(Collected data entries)
⁂
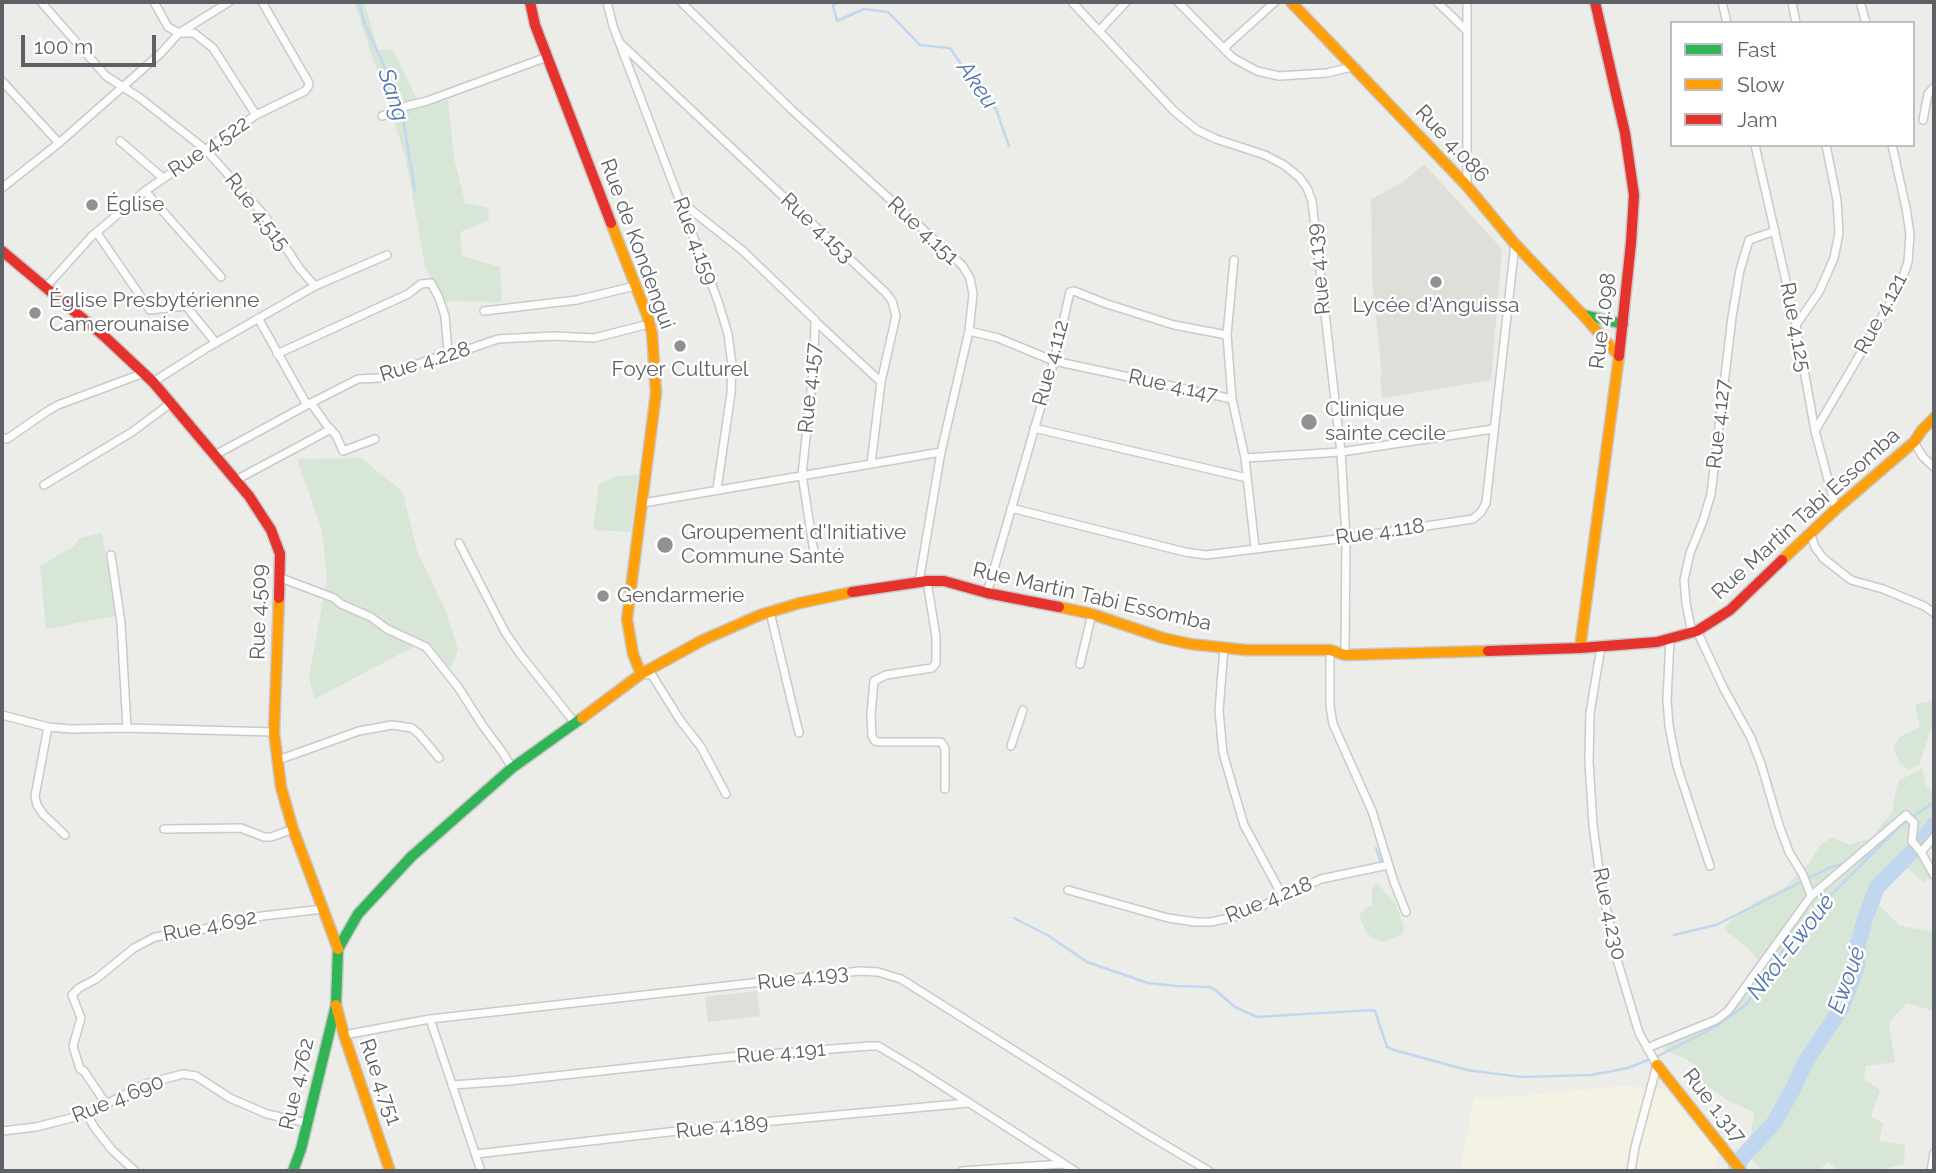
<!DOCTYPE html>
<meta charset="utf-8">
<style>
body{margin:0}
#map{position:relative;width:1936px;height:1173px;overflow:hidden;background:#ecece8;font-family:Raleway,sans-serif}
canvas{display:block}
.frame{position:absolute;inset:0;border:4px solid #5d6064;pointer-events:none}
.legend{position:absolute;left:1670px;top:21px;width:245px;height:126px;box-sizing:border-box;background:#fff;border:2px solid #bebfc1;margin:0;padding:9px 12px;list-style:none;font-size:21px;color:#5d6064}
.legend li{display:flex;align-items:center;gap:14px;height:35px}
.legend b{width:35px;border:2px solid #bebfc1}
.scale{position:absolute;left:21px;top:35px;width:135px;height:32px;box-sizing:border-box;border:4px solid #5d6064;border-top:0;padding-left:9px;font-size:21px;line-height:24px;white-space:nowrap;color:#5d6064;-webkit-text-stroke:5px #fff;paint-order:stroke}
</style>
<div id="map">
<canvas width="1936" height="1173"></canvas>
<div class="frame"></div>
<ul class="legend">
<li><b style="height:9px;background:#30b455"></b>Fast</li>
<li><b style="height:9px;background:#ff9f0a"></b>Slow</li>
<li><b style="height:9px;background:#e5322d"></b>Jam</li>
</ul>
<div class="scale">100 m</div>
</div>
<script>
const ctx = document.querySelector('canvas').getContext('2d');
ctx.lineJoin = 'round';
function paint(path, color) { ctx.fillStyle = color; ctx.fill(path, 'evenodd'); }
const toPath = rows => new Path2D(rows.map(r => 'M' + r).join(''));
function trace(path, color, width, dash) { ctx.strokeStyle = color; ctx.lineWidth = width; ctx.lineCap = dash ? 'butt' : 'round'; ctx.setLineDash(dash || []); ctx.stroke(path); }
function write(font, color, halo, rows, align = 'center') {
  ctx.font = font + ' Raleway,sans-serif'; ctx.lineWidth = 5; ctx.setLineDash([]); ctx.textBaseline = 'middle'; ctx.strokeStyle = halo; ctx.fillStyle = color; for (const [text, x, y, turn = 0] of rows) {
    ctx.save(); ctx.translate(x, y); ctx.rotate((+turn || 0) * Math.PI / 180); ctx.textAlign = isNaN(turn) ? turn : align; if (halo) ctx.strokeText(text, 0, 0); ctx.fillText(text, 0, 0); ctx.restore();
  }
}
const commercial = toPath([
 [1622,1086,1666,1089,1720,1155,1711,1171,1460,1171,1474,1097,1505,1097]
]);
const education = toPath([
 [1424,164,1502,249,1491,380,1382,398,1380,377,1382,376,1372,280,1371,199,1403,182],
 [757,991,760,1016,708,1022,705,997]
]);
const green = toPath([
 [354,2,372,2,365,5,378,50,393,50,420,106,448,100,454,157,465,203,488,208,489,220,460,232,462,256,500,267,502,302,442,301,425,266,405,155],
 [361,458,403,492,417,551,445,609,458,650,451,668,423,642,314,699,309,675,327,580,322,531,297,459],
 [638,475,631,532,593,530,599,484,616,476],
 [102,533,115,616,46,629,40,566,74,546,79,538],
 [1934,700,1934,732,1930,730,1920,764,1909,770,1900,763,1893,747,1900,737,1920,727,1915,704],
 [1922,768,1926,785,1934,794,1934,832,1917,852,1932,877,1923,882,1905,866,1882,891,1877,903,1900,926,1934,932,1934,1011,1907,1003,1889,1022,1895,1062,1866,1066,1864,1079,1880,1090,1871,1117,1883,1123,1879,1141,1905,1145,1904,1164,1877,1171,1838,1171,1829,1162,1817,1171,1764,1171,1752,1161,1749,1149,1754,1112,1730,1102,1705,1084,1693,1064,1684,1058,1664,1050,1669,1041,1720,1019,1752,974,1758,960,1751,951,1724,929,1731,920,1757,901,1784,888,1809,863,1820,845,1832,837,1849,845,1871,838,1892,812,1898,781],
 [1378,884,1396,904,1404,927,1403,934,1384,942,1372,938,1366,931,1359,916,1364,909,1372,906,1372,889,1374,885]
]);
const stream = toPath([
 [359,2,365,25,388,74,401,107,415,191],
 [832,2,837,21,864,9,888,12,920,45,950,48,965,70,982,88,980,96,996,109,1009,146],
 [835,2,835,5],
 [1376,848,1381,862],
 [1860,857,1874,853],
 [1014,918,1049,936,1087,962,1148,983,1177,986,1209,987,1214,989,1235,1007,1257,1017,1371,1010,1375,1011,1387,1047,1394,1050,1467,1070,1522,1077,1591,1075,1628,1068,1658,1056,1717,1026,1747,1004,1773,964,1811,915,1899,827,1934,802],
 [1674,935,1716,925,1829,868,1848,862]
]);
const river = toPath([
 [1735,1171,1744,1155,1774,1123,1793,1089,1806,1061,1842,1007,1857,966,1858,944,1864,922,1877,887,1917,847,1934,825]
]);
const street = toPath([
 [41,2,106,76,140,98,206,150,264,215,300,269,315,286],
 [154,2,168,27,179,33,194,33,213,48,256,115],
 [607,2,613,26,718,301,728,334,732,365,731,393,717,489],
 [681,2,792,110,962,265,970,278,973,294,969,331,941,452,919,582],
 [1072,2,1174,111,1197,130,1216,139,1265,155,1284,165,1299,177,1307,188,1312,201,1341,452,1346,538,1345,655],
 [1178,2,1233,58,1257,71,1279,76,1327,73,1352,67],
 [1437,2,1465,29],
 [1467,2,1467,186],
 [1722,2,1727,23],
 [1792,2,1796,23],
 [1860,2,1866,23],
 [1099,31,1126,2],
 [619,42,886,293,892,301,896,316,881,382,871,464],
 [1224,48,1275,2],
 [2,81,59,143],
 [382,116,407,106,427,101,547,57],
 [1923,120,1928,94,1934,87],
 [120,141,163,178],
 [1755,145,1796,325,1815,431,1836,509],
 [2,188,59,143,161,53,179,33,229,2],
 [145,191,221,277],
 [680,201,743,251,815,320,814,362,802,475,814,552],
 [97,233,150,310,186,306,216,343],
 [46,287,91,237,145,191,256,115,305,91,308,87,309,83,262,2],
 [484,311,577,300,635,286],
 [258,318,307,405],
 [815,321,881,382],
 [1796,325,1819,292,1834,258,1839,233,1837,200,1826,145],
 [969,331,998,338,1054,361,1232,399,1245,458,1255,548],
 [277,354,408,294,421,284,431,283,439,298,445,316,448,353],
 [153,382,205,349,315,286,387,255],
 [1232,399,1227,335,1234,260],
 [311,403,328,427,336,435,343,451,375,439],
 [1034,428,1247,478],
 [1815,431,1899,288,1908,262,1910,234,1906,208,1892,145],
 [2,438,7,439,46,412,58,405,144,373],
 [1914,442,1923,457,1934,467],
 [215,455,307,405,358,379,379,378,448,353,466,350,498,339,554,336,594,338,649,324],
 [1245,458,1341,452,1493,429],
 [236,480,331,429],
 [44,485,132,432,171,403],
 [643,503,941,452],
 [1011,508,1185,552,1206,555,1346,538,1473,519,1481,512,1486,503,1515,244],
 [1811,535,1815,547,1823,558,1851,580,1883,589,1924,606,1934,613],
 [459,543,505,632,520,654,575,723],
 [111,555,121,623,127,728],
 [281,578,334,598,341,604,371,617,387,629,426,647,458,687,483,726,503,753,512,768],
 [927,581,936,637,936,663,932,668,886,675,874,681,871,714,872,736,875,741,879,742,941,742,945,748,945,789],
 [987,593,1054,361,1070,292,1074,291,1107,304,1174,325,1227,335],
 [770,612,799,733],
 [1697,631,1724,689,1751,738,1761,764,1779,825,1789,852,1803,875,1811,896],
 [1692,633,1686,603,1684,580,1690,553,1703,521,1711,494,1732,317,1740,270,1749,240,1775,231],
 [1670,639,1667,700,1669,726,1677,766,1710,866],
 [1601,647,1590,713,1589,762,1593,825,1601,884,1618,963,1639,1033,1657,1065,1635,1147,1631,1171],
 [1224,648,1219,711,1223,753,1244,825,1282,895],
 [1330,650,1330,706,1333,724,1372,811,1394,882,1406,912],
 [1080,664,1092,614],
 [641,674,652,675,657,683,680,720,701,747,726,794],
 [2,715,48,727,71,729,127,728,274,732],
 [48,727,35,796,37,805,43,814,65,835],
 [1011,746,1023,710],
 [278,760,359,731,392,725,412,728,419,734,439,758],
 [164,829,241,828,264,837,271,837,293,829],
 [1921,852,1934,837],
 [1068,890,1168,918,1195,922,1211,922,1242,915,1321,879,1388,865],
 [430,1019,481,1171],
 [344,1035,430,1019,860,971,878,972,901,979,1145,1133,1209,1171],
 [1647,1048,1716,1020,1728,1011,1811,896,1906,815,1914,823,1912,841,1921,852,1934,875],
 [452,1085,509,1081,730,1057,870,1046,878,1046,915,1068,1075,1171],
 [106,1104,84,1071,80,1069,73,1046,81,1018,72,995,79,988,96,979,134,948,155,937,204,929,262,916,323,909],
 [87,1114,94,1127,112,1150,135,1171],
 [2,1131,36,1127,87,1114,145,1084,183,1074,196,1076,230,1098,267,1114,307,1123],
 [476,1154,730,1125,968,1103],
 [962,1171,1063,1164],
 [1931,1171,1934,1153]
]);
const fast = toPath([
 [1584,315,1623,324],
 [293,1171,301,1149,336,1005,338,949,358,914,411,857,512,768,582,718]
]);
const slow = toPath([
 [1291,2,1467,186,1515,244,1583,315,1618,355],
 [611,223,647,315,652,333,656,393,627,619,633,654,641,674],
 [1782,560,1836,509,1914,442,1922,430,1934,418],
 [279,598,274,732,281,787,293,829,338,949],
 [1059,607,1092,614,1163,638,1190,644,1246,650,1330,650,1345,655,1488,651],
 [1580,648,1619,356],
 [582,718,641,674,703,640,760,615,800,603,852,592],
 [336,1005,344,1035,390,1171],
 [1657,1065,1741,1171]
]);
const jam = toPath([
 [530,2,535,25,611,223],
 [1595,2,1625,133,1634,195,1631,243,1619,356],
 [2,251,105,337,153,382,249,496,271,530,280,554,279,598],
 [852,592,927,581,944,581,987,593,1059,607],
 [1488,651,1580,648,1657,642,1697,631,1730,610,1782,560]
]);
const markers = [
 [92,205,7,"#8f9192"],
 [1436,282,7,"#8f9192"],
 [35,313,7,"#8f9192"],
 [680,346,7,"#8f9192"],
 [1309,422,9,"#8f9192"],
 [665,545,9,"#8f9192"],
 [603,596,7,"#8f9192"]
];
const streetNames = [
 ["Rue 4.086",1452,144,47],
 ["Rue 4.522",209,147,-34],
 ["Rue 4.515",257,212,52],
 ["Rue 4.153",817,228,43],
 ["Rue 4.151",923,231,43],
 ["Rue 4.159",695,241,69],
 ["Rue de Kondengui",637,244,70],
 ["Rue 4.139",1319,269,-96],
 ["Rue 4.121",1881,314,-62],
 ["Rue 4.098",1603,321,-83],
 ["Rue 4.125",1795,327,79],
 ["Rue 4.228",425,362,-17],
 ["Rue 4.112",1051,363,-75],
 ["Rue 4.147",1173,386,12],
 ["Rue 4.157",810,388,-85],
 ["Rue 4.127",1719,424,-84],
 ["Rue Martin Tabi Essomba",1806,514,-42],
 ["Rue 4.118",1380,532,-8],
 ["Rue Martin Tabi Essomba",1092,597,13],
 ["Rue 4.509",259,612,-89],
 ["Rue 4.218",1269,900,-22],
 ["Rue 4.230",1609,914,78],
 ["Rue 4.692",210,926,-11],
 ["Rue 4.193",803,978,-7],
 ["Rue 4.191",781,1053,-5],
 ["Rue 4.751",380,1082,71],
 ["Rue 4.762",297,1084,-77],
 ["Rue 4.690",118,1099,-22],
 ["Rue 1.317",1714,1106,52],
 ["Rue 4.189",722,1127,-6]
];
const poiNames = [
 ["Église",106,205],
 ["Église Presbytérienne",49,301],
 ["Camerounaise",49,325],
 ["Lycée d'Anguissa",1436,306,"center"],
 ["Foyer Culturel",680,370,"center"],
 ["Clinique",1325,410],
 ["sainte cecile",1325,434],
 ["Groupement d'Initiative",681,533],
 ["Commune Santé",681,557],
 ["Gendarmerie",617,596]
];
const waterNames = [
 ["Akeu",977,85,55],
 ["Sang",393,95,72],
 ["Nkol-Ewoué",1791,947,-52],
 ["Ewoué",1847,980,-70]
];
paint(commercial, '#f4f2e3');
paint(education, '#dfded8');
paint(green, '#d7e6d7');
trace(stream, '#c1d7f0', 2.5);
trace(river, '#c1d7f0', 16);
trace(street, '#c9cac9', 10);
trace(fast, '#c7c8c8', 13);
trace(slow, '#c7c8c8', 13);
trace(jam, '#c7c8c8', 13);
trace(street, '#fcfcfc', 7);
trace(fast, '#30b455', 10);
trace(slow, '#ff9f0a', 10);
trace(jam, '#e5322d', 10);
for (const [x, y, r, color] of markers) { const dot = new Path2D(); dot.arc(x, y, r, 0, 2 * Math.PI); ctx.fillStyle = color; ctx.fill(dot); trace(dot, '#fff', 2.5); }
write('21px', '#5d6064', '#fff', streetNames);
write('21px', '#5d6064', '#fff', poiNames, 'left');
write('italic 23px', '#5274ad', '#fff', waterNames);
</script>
⁂
Set down precisely the lines above between the line holding "function paint(path, color)" and the line holding "function write(font, color, halo, rows, align", inclusive, and nothing beyond them.

function paint(path, color) { ctx.fillStyle = color; ctx.fill(path, 'evenodd'); }
const toPath = rows => new Path2D(rows.map(r => 'M' + r).join(''));
function trace(path, color, width, dash) { ctx.strokeStyle = color; ctx.lineWidth = width; ctx.lineCap = dash ? 'butt' : 'round'; ctx.setLineDash(dash || []); ctx.stroke(path); }
function write(font, color, halo, rows, align = 'center') {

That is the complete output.